And I slipped my hand in his.

  Chapter 9

  I lay in bed reading, propped against my pillows, Rainbow asleep beside me. The house was quiet, the darkness outside my screened windows deep and black with no street lights sending funnels of illumination. The night was weighted with heat and humidity, and I yearned for previously taken-for-granted air conditioning.

  My new fan oscillated warm air over me, head to toe, toe to head, trying to convince me it was making me cool, but we Bentleys are not that stupid. Rainbow’s hair puffed like a filament cheering wave as it moved past her, and every so often she stretched with pleasure.

  I was trying to turn my thoughts off enough to fall asleep, but my mind refused to stop skittering, much like leaves helpless before an autumn wind. First Todd, then the adoption search, then the meeting with Alma raced across my mental movie screen. I felt as if I were at a cerebral speed photography screening, image flashing to image.

  After reading for a half hour, I finally felt my eyes growing heavy. I closed my book and reached to turn off my lamp. I had maybe five minutes to fall asleep before my mind started up again.

  A car roared down the road, its loud sound tearing the stillness. It slowed for an instant, then sped on. Rainbow raised her head, blinking sleepily at the rude interruption of her peace. My eyes snapped open, and hopes of slumber were gone. I groaned in frustration. How long would it be before my busy mind was once again lulled toward dreamland?

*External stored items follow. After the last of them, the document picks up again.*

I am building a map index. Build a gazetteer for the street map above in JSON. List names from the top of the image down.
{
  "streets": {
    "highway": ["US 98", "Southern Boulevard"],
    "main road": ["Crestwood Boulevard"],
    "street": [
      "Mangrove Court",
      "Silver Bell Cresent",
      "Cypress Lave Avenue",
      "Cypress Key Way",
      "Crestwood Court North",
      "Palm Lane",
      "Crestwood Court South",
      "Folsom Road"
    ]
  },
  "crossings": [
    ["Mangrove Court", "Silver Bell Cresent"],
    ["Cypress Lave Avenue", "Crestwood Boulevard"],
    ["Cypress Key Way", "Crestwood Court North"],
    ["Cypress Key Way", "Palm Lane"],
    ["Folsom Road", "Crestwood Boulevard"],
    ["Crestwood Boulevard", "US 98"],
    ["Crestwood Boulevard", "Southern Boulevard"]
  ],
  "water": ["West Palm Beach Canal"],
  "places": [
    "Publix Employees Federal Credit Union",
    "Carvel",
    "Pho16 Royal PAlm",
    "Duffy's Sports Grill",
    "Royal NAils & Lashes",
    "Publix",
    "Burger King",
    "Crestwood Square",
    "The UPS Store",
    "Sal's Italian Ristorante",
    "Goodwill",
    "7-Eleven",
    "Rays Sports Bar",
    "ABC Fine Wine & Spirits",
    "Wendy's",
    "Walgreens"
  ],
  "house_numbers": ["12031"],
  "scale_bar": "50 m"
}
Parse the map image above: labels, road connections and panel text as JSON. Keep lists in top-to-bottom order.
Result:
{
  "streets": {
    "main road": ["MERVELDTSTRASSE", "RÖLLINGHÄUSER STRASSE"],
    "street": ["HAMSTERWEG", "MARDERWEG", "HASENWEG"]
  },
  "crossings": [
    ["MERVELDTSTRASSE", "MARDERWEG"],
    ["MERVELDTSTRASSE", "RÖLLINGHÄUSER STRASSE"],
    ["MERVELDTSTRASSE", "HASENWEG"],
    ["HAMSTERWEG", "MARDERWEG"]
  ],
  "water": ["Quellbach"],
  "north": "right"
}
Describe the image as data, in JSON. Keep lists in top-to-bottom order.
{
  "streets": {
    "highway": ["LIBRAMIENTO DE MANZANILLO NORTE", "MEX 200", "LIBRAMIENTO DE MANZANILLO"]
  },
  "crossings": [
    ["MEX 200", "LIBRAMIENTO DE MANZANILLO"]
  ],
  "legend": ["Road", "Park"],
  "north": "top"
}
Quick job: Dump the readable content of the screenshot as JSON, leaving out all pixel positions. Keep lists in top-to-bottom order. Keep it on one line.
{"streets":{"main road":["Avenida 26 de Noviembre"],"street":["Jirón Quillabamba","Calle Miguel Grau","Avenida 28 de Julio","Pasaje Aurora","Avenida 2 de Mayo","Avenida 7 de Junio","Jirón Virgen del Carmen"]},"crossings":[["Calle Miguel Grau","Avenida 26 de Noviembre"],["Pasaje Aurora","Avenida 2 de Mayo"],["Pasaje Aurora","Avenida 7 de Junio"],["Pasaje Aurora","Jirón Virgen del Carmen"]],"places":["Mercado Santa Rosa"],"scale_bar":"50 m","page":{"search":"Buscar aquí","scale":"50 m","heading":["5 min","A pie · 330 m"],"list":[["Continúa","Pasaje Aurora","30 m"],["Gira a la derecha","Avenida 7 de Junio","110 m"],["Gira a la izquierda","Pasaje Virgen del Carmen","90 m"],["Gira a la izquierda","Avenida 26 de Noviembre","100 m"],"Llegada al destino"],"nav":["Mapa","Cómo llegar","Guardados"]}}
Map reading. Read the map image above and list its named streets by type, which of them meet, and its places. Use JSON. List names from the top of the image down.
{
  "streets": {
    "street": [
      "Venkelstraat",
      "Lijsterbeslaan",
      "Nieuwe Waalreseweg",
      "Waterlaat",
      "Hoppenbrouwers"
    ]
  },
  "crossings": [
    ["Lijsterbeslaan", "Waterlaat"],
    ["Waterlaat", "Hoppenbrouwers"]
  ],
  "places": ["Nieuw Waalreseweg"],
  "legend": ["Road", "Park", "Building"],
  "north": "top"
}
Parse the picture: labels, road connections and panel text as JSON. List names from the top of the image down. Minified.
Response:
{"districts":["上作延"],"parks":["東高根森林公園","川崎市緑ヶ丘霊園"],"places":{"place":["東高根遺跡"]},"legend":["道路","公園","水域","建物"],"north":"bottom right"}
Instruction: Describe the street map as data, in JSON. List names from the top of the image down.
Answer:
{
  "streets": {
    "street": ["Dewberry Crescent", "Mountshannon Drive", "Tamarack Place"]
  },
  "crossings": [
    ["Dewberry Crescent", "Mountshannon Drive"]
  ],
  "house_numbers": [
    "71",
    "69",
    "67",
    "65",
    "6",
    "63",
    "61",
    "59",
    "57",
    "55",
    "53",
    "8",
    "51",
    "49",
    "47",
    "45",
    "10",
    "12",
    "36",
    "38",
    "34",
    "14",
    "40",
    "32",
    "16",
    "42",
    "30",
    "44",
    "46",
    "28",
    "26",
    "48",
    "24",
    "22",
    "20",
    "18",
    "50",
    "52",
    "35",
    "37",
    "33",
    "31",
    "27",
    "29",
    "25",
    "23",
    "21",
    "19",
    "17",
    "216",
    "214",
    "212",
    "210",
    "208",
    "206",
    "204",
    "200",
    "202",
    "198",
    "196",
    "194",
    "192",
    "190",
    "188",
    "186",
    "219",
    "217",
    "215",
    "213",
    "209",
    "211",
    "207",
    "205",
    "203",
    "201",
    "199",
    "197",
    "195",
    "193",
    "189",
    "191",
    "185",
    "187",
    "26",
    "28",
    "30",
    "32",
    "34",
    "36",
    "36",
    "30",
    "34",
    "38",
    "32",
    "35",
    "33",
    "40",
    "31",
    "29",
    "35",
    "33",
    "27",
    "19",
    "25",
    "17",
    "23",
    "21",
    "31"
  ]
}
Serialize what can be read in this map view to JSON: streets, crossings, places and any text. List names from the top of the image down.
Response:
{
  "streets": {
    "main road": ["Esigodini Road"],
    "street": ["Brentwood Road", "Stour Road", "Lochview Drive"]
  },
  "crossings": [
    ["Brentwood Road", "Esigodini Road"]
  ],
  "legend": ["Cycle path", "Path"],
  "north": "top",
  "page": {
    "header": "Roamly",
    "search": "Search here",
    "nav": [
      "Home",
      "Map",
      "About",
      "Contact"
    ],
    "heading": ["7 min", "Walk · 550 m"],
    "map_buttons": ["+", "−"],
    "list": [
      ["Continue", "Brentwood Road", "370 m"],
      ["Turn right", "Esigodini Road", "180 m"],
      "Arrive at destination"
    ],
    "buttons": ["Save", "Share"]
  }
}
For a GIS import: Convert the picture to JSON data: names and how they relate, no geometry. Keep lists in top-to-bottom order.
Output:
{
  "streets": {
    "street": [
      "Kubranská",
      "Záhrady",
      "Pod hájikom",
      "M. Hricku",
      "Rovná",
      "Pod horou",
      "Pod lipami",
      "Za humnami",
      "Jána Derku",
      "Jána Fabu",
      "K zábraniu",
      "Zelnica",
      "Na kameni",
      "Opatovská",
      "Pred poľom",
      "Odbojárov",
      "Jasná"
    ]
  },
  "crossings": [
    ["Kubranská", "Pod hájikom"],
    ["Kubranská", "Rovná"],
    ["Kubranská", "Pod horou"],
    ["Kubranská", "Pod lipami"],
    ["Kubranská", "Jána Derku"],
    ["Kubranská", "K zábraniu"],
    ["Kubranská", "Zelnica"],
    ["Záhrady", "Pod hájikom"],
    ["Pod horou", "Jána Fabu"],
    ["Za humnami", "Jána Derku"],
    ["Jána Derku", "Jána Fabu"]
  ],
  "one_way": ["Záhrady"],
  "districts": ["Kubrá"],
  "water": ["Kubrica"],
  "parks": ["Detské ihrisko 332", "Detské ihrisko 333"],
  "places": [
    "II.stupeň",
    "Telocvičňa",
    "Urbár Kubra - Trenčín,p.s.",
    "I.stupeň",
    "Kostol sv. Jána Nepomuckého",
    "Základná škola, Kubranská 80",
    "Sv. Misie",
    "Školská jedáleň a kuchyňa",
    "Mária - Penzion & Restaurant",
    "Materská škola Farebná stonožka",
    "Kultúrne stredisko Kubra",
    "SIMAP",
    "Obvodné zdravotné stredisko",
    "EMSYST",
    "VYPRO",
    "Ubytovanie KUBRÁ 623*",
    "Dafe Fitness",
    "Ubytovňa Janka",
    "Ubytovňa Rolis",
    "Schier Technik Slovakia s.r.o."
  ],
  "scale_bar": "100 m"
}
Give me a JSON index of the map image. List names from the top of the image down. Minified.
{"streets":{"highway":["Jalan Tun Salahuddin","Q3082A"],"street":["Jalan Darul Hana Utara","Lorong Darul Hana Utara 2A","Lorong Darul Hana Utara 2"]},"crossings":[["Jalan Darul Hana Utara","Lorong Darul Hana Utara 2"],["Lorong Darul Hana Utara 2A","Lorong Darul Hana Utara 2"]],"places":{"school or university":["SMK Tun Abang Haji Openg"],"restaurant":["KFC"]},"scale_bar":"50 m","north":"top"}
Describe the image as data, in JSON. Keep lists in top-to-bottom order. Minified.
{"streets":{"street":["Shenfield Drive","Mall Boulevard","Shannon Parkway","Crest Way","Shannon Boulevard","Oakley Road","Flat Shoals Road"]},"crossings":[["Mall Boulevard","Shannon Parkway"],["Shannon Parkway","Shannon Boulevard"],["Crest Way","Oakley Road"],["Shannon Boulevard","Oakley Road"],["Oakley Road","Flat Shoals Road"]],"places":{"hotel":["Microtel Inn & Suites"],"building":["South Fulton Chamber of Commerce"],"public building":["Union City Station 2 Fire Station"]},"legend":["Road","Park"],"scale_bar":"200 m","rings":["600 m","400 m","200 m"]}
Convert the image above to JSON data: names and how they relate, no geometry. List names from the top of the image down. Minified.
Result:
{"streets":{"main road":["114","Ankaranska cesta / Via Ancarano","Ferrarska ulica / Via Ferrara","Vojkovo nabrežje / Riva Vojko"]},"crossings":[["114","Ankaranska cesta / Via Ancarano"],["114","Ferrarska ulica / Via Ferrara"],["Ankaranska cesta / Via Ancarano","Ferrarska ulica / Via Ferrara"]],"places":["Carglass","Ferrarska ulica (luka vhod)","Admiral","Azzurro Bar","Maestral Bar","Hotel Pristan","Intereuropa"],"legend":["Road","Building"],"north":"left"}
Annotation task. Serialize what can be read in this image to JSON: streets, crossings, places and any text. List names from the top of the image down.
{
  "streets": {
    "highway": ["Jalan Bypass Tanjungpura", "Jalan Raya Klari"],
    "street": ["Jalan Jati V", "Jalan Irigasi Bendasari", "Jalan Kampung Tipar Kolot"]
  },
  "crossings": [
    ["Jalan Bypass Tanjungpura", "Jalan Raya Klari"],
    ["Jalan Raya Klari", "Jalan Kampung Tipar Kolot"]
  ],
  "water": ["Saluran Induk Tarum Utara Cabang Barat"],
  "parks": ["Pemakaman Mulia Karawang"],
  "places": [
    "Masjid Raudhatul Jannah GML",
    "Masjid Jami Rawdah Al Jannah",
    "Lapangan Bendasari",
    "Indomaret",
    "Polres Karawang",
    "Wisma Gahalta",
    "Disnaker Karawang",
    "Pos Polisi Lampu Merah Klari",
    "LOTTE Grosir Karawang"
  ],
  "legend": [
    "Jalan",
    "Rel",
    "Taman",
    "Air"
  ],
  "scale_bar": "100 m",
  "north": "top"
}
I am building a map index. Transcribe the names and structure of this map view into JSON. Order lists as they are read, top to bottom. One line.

  The bang was so loud, so unexpected, that I froze in a moment of stunned incredulity. Rainbow gave a bleat of terror and leaped from the bed. She threw herself beneath it to cower in safety, poor baby.

  The ice of shock quickly melted, leaving my limbs with a tingling sensation. My heart began to pound, and my breathing became jerky. What had just happened? All I knew was that the sound had been very near…scarily near.

  I raced to the window. Had the car that just passed crashed? But it wasn’t the right kind of noise for a crash. It was one quick loud boom, like fireworks, only there were no lovely bursts of color lighting the sky.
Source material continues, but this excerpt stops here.